相手の犬との接触によって3万円の治療費がかかったとしても、必ず相手側が3万円全額を負担するとは限りません。事故が起きた経緯や、双方の飼い主が犬をどのように管理していたのかなど、具体的な状況が判断に影響するためです。
たとえば、相手の犬が突然近づいてきたのか、双方の犬が近づいて接触したのかなど、事故に至る経緯によって事情は異なります。リードの長さや犬同士の距離、飼い主が制御できていたかなど、事故前後の状況が判断材料になる可能性があります。
被害を受けた側にも過失が認められる場合は、「過失相殺」によって賠償額が調整されることがあります。
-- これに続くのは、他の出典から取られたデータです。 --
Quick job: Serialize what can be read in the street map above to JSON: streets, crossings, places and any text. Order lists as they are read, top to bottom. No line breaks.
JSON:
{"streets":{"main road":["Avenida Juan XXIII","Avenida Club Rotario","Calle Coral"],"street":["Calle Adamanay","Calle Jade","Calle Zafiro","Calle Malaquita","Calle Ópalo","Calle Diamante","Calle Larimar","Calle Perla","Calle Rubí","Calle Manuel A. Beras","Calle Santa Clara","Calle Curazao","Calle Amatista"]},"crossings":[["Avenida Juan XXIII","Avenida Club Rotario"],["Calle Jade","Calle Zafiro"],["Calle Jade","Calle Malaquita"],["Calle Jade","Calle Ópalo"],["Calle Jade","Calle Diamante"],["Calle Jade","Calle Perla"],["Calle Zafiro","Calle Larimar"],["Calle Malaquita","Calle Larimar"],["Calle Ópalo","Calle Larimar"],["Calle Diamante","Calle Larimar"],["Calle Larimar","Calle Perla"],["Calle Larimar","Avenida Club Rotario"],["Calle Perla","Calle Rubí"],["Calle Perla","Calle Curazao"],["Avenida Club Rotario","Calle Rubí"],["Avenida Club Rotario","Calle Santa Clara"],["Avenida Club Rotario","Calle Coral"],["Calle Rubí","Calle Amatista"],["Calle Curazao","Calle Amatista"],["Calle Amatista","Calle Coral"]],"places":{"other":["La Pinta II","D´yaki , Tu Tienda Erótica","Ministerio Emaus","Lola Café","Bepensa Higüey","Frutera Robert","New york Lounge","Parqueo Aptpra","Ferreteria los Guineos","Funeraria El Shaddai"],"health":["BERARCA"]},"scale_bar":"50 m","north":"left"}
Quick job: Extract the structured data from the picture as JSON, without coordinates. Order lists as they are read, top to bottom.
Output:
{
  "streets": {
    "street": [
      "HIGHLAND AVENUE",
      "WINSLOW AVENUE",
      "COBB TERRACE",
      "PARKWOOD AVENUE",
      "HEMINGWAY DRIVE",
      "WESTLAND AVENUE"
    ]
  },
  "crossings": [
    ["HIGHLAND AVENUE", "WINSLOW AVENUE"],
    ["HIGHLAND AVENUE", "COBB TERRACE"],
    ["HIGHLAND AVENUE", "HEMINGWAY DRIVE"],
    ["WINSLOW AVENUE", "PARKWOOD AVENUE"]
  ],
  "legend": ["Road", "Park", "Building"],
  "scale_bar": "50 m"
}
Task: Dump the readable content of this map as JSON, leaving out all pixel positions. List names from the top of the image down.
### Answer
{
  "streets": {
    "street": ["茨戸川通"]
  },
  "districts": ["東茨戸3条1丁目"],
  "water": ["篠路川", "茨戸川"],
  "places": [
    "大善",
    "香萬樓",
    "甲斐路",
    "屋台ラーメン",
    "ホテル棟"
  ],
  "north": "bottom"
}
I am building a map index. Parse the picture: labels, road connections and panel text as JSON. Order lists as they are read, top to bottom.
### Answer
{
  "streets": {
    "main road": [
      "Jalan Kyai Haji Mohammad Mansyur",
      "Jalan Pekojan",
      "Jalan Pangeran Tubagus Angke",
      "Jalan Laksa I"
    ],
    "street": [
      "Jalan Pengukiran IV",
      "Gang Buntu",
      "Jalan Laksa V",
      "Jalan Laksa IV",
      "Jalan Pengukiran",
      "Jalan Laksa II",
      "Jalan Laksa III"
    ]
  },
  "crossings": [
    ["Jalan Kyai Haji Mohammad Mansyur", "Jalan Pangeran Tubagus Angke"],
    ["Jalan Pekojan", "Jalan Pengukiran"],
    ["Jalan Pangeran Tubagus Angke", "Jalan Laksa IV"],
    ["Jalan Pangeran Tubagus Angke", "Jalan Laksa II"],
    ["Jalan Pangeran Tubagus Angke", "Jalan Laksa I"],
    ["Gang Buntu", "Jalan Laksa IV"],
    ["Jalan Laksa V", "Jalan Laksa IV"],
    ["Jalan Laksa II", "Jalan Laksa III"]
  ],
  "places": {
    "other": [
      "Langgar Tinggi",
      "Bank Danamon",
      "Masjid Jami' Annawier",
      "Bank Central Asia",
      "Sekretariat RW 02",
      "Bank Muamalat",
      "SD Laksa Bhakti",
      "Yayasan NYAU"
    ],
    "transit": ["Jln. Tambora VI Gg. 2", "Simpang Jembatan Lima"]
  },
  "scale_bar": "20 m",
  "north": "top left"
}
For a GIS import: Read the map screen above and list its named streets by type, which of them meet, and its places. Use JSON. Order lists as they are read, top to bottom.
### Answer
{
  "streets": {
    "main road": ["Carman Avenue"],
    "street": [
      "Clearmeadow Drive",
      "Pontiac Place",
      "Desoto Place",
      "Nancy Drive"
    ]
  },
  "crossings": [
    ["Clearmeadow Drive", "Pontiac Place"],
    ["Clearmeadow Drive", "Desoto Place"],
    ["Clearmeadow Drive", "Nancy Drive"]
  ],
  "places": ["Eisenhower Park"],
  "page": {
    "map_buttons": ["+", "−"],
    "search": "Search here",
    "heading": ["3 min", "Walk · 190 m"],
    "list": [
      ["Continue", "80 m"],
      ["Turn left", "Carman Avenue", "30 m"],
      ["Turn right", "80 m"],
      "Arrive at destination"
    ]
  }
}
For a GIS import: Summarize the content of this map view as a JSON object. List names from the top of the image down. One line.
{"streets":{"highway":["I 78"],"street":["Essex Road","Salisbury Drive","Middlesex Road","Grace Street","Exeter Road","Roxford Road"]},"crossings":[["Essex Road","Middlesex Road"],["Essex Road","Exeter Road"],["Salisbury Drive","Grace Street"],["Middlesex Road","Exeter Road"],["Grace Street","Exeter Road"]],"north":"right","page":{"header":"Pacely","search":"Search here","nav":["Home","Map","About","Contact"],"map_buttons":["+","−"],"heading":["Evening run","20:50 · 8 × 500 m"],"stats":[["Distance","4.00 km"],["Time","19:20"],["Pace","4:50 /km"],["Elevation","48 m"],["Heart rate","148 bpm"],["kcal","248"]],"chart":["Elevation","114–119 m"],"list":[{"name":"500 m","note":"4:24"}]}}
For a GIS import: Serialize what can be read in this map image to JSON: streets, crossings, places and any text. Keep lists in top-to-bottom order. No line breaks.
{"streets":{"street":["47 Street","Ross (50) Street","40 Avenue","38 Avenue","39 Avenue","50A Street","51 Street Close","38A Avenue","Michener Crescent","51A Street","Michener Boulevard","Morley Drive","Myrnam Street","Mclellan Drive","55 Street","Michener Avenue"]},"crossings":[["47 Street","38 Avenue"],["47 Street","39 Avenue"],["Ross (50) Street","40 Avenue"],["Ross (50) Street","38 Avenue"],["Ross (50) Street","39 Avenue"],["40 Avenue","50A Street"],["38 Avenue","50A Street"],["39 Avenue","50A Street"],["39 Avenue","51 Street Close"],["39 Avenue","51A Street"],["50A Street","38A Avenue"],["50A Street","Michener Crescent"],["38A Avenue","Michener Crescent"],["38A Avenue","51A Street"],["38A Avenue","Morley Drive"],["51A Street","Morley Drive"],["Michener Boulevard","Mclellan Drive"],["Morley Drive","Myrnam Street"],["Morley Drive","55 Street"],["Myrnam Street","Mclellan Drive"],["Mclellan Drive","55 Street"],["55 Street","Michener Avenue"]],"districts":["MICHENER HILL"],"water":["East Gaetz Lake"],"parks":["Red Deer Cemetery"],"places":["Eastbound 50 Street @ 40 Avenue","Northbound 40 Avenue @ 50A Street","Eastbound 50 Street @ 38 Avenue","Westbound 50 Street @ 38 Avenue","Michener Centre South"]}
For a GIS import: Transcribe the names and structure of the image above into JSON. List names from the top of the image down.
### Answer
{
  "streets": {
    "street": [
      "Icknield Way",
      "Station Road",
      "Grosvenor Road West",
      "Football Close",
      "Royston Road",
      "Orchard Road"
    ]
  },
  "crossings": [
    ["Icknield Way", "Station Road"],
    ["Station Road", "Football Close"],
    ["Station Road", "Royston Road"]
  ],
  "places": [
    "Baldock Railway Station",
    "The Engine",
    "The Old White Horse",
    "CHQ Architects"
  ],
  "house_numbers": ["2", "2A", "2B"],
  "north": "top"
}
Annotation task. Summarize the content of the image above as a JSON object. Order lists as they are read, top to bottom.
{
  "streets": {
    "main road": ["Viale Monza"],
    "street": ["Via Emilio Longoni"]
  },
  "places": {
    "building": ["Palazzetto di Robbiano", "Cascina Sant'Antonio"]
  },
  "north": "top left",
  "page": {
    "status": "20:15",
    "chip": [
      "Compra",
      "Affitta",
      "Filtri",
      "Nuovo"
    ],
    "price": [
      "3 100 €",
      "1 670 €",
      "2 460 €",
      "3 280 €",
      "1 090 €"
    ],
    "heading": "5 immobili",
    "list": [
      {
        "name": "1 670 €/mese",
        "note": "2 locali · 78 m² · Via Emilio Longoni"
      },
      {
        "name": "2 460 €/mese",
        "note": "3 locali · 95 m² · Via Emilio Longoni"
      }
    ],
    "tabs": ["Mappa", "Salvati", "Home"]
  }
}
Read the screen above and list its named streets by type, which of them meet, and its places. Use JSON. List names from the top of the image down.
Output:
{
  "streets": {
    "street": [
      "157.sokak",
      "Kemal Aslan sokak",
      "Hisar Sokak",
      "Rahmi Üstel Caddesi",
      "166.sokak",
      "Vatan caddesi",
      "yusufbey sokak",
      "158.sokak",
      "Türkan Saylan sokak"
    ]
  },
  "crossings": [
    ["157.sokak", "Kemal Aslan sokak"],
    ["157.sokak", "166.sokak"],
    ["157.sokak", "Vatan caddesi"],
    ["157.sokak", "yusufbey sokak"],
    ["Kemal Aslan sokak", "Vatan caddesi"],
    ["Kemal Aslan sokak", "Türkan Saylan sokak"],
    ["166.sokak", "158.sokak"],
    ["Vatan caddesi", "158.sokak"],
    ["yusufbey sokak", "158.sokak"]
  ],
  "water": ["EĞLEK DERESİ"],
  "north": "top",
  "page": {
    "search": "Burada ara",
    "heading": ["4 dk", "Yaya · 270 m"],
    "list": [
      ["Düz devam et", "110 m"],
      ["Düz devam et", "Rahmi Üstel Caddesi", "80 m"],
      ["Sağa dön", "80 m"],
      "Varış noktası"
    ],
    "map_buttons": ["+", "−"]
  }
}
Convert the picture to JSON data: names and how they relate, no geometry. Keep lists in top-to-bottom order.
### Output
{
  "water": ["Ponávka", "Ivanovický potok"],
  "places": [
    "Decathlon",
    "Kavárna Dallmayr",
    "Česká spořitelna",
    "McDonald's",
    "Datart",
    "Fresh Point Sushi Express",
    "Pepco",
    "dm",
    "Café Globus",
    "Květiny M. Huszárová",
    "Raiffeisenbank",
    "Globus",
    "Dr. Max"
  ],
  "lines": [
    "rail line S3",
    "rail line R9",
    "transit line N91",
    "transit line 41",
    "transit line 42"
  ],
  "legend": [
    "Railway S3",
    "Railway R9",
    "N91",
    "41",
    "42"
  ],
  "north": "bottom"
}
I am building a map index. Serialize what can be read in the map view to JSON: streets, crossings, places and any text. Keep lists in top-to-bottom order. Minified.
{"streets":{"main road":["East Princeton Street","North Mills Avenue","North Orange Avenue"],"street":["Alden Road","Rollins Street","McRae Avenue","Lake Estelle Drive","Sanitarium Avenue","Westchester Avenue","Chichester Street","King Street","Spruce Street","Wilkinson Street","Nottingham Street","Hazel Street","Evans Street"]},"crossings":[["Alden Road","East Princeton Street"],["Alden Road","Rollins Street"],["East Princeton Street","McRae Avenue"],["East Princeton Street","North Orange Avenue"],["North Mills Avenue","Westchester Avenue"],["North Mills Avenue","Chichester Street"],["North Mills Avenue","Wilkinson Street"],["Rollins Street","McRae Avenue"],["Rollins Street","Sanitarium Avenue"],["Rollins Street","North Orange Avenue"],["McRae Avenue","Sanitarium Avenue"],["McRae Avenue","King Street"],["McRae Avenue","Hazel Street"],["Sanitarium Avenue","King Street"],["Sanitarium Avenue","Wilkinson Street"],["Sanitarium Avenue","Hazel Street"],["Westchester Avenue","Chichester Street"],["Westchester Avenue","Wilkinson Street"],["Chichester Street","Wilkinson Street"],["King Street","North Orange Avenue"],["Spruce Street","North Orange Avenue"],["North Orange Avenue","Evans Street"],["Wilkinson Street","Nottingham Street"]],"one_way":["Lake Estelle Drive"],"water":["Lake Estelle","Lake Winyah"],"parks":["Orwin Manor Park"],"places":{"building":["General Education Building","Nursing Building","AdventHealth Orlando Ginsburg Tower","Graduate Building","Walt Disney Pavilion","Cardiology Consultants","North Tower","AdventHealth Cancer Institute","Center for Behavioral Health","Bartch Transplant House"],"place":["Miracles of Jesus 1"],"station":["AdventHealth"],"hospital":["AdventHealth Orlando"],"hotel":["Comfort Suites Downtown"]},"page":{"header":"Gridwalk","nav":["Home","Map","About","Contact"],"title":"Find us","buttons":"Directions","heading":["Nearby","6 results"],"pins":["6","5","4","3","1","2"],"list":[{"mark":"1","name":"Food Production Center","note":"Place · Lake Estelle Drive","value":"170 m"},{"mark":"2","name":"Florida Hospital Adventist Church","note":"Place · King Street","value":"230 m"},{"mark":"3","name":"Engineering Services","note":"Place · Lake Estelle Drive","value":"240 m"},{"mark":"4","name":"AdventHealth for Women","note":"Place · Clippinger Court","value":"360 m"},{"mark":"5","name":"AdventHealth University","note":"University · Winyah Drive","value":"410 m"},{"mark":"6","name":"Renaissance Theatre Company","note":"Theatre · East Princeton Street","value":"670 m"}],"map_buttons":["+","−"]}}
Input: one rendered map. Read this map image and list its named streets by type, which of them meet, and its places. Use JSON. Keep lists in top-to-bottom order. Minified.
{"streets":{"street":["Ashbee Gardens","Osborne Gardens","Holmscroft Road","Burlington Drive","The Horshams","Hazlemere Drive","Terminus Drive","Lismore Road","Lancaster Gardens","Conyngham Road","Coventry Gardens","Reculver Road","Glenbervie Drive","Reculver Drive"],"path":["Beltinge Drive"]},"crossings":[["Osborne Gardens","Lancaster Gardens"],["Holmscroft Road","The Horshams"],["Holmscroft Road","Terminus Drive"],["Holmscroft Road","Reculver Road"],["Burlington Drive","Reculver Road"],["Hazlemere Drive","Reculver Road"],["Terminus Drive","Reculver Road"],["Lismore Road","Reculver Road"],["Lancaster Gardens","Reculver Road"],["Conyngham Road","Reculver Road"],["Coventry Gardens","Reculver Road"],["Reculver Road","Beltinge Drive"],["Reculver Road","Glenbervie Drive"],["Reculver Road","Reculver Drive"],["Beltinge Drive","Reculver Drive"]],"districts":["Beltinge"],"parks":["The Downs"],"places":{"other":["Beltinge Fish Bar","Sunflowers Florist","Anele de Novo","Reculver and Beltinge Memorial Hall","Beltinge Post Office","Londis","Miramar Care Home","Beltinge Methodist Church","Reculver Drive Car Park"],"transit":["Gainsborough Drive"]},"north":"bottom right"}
過失相殺とは、被害を受けた側にも落ち度があった場合に、その程度を考慮して損害賠償額を減らす仕組みです。
たとえば治療費が3万円だったとしても、自分側にも過失が認められれば、相手側から受け取れる賠償額が3万円を下回る場合があります。
どちらが何割負担すると一律に決まっているわけではないため、事故の状況を具体的に確認することが大切です。
犬同士の事故では、後から「こちらは悪くない」「相手の犬から近づいてきた」など、双方の主張が食い違うことがあります。そのため、事故直後の記録が重要です。
可能であれば、事故が起きた場所や犬のけが、リードの状態などをスマホで撮影しておきましょう。近くに目撃者がいれば、話を聞いておくことも役立つ可能性があります。相手の飼い主とは氏名や連絡先を交換しておきます。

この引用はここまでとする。